(Saved data entries)
# # #
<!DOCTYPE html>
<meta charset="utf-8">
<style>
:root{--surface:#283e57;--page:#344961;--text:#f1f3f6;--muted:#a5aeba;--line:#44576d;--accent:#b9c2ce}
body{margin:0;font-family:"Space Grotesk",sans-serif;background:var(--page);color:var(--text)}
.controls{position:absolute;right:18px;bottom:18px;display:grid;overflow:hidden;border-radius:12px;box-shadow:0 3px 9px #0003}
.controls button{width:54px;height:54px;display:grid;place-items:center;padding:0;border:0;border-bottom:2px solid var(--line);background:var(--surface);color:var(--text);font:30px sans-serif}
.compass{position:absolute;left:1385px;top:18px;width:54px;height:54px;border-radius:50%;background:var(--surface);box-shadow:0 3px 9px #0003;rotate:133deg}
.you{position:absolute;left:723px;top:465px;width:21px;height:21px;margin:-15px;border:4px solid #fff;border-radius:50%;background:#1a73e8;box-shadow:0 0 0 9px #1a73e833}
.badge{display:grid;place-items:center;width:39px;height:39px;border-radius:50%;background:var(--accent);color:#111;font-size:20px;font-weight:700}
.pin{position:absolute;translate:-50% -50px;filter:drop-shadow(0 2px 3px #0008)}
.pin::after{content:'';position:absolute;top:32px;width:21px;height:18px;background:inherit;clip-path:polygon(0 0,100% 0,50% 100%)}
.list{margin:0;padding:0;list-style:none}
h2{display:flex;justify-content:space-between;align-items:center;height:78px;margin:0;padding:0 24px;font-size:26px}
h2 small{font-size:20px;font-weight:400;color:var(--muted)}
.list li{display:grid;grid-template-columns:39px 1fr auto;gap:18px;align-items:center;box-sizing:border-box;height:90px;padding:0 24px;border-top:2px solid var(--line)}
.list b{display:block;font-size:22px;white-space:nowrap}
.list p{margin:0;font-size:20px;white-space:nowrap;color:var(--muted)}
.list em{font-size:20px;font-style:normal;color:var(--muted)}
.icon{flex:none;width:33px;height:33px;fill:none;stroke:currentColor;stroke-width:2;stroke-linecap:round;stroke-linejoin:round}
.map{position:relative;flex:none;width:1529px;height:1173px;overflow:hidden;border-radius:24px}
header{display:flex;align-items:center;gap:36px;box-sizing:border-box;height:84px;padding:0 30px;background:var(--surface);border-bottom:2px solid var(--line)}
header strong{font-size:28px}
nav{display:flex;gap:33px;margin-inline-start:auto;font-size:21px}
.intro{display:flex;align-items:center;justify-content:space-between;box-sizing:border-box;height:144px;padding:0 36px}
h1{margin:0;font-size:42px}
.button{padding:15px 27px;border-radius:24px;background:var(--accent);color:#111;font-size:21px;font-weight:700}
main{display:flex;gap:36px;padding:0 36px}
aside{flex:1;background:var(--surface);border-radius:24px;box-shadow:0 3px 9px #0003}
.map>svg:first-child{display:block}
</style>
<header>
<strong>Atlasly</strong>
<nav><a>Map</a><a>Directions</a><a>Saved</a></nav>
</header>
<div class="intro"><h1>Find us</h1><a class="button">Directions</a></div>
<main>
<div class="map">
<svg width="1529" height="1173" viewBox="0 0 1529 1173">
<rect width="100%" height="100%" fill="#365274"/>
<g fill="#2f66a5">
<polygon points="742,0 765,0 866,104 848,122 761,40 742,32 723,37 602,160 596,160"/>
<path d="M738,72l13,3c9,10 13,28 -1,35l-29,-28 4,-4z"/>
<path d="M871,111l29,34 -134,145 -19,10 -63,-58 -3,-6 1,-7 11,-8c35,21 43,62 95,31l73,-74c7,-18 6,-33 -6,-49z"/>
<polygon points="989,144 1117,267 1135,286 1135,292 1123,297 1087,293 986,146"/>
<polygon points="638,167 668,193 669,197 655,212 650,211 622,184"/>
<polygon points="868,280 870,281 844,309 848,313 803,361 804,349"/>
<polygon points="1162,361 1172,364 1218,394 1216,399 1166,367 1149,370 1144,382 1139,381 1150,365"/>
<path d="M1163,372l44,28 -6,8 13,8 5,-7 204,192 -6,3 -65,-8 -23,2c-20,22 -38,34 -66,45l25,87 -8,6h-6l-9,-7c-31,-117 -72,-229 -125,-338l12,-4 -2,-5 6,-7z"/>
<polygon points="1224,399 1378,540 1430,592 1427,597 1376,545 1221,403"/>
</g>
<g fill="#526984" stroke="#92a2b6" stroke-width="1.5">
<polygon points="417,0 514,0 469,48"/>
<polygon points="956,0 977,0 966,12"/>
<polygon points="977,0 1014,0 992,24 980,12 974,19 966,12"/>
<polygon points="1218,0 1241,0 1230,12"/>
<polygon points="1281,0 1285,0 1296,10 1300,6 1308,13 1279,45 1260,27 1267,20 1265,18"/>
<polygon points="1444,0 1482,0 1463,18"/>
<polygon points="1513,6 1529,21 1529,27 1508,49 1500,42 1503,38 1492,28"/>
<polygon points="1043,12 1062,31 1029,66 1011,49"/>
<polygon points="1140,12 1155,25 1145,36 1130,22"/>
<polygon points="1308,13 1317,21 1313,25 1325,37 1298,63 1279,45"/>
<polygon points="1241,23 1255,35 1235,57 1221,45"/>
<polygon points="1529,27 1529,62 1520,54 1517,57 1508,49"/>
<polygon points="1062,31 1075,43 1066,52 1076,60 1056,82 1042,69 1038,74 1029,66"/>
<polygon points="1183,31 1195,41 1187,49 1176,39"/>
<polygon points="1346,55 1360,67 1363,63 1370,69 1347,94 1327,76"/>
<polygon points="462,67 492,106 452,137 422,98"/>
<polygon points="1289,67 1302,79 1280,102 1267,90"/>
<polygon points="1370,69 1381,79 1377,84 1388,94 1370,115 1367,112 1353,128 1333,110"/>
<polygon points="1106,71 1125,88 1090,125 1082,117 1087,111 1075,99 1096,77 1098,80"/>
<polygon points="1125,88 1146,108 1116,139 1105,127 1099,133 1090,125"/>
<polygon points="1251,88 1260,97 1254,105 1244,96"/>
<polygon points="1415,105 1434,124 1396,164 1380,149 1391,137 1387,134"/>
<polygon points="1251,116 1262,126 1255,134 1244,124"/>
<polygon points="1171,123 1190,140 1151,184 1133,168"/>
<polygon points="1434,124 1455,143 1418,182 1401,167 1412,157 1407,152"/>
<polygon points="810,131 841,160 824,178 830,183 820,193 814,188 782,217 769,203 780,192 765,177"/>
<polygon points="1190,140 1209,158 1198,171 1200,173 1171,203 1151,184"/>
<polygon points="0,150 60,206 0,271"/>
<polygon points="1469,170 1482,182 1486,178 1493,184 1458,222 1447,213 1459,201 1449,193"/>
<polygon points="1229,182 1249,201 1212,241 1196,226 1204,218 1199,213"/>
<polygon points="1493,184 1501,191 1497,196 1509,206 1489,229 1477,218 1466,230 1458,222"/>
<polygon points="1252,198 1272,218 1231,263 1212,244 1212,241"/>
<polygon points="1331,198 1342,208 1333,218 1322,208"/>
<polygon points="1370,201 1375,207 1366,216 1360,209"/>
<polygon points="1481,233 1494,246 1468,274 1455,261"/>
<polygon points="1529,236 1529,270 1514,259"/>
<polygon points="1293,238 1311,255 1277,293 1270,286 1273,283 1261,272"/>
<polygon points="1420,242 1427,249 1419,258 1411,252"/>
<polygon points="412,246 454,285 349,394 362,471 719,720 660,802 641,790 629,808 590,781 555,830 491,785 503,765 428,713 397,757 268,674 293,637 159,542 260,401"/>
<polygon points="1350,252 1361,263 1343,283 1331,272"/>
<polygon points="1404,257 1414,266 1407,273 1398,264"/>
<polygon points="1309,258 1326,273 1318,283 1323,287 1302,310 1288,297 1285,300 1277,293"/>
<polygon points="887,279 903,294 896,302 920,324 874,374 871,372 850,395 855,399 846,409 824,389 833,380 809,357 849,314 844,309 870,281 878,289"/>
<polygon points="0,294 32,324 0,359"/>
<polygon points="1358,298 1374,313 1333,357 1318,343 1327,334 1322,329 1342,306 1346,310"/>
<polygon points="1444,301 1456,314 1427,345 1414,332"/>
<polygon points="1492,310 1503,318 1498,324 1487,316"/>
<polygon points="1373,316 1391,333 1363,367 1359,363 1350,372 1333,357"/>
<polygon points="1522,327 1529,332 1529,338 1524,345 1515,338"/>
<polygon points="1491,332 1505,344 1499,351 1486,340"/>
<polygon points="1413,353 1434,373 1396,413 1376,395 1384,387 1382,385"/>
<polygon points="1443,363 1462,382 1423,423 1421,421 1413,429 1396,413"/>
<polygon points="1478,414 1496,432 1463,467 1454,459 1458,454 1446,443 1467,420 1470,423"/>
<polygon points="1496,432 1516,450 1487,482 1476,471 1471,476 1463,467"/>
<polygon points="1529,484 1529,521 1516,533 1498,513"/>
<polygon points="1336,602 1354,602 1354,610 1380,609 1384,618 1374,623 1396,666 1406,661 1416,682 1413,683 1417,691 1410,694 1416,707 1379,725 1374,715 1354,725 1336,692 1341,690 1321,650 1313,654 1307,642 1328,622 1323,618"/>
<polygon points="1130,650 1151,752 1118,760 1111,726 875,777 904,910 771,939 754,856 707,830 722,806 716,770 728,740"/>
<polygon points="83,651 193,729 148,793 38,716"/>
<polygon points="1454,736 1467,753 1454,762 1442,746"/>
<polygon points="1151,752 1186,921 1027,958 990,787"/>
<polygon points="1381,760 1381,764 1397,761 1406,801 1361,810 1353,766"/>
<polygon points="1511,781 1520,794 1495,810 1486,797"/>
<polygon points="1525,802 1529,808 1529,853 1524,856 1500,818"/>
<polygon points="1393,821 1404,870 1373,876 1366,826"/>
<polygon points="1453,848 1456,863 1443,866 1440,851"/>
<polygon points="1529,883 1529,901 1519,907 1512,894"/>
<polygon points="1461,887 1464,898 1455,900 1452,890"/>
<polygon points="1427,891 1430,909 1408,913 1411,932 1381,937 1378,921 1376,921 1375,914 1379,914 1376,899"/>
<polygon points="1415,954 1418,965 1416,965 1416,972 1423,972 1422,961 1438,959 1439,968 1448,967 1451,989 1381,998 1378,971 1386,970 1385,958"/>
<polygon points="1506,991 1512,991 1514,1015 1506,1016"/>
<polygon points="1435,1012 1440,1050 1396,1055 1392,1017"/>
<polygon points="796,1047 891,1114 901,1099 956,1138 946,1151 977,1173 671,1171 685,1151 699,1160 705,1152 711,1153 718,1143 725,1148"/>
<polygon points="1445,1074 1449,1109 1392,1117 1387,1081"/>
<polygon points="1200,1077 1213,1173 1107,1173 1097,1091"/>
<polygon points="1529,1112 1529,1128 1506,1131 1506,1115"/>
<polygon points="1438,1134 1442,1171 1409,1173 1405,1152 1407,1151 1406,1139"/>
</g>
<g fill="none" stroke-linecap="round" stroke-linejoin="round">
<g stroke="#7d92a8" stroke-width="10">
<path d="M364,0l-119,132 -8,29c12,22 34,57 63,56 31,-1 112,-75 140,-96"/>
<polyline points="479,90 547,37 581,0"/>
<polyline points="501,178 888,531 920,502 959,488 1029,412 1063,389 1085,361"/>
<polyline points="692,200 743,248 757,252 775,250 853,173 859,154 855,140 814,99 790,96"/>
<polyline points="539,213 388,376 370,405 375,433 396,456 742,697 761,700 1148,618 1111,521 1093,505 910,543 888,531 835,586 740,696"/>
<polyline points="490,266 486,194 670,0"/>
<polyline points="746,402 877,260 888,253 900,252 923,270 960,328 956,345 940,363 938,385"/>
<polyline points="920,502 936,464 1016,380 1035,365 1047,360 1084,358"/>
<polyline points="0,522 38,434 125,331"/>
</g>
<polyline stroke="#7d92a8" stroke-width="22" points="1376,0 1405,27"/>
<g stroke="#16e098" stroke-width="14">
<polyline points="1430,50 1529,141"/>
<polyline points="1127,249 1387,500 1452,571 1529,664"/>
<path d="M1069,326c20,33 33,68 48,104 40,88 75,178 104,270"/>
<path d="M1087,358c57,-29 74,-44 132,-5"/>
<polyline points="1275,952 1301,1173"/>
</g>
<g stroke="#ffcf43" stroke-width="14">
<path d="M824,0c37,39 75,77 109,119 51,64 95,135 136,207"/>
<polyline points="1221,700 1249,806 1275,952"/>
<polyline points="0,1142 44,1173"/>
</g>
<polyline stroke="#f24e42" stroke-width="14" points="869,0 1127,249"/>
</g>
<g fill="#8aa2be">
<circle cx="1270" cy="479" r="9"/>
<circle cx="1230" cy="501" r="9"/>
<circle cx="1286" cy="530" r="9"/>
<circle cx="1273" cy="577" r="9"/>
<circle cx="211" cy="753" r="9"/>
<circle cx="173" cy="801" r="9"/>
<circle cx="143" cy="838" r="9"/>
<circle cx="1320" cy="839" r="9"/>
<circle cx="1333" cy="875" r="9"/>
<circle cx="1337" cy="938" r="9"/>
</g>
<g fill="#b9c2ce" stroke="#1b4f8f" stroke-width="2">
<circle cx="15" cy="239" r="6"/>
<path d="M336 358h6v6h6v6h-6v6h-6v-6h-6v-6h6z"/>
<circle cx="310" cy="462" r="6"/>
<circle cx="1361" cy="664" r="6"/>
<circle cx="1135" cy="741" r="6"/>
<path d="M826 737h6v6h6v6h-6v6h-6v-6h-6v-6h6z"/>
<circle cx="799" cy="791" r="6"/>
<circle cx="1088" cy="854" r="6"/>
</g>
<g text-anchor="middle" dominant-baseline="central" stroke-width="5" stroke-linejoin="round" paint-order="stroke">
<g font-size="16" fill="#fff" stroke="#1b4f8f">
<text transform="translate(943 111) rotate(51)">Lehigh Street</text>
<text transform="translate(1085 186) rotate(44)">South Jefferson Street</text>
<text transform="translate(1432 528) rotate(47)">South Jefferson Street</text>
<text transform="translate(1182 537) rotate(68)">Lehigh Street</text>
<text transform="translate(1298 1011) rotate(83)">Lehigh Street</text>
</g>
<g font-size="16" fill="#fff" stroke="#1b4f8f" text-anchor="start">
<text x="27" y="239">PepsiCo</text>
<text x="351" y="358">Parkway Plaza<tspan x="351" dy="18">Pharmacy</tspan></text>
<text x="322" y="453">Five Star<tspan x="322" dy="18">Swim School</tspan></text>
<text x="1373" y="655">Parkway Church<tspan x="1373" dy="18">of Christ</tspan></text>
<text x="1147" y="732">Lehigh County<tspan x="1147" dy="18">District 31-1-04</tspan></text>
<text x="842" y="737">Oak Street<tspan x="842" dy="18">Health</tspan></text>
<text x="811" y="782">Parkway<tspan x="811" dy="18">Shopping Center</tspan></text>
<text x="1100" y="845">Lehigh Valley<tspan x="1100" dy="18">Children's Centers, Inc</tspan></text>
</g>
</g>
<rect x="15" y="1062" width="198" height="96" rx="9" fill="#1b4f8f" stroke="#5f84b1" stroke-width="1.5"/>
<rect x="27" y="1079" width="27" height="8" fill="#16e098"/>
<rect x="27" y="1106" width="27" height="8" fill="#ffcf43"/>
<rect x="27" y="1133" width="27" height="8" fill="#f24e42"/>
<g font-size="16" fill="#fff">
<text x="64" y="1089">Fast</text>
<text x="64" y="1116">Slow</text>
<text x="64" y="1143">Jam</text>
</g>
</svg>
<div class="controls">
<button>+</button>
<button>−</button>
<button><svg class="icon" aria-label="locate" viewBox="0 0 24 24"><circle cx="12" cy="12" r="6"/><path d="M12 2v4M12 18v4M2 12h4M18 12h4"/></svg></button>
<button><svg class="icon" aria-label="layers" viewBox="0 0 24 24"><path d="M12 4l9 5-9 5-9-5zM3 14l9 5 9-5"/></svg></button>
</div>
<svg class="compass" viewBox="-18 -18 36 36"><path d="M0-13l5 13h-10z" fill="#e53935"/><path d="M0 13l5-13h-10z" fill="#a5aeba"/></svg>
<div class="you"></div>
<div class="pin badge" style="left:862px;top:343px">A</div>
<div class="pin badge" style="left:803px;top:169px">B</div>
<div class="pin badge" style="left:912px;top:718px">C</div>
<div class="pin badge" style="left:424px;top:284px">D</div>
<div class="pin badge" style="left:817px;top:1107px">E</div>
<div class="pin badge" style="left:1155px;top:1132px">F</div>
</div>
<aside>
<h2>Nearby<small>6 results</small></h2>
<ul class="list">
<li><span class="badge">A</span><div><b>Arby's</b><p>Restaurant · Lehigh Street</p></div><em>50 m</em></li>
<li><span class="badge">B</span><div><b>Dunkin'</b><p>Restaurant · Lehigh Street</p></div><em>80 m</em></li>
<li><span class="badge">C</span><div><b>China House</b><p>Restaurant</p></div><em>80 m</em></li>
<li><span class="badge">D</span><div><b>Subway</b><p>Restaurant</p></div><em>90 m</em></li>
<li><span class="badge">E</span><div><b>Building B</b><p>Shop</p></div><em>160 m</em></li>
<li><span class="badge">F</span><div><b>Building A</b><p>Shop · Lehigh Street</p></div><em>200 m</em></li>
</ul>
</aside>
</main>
# # #
[ACTIVITY]
Reproduce exactly every line that sits between the start of the entries and the line bearing "solid #fff;border-radius:50%;background:#1a73e8;box-shadow:0 0", counting both of those lines.

[TASK OUTPUT]
<!DOCTYPE html>
<meta charset="utf-8">
<style>
:root{--surface:#283e57;--page:#344961;--text:#f1f3f6;--muted:#a5aeba;--line:#44576d;--accent:#b9c2ce}
body{margin:0;font-family:"Space Grotesk",sans-serif;background:var(--page);color:var(--text)}
.controls{position:absolute;right:18px;bottom:18px;display:grid;overflow:hidden;border-radius:12px;box-shadow:0 3px 9px #0003}
.controls button{width:54px;height:54px;display:grid;place-items:center;padding:0;border:0;border-bottom:2px solid var(--line);background:var(--surface);color:var(--text);font:30px sans-serif}
.compass{position:absolute;left:1385px;top:18px;width:54px;height:54px;border-radius:50%;background:var(--surface);box-shadow:0 3px 9px #0003;rotate:133deg}
.you{position:absolute;left:723px;top:465px;width:21px;height:21px;margin:-15px;border:4px solid #fff;border-radius:50%;background:#1a73e8;box-shadow:0 0 0 9px #1a73e833}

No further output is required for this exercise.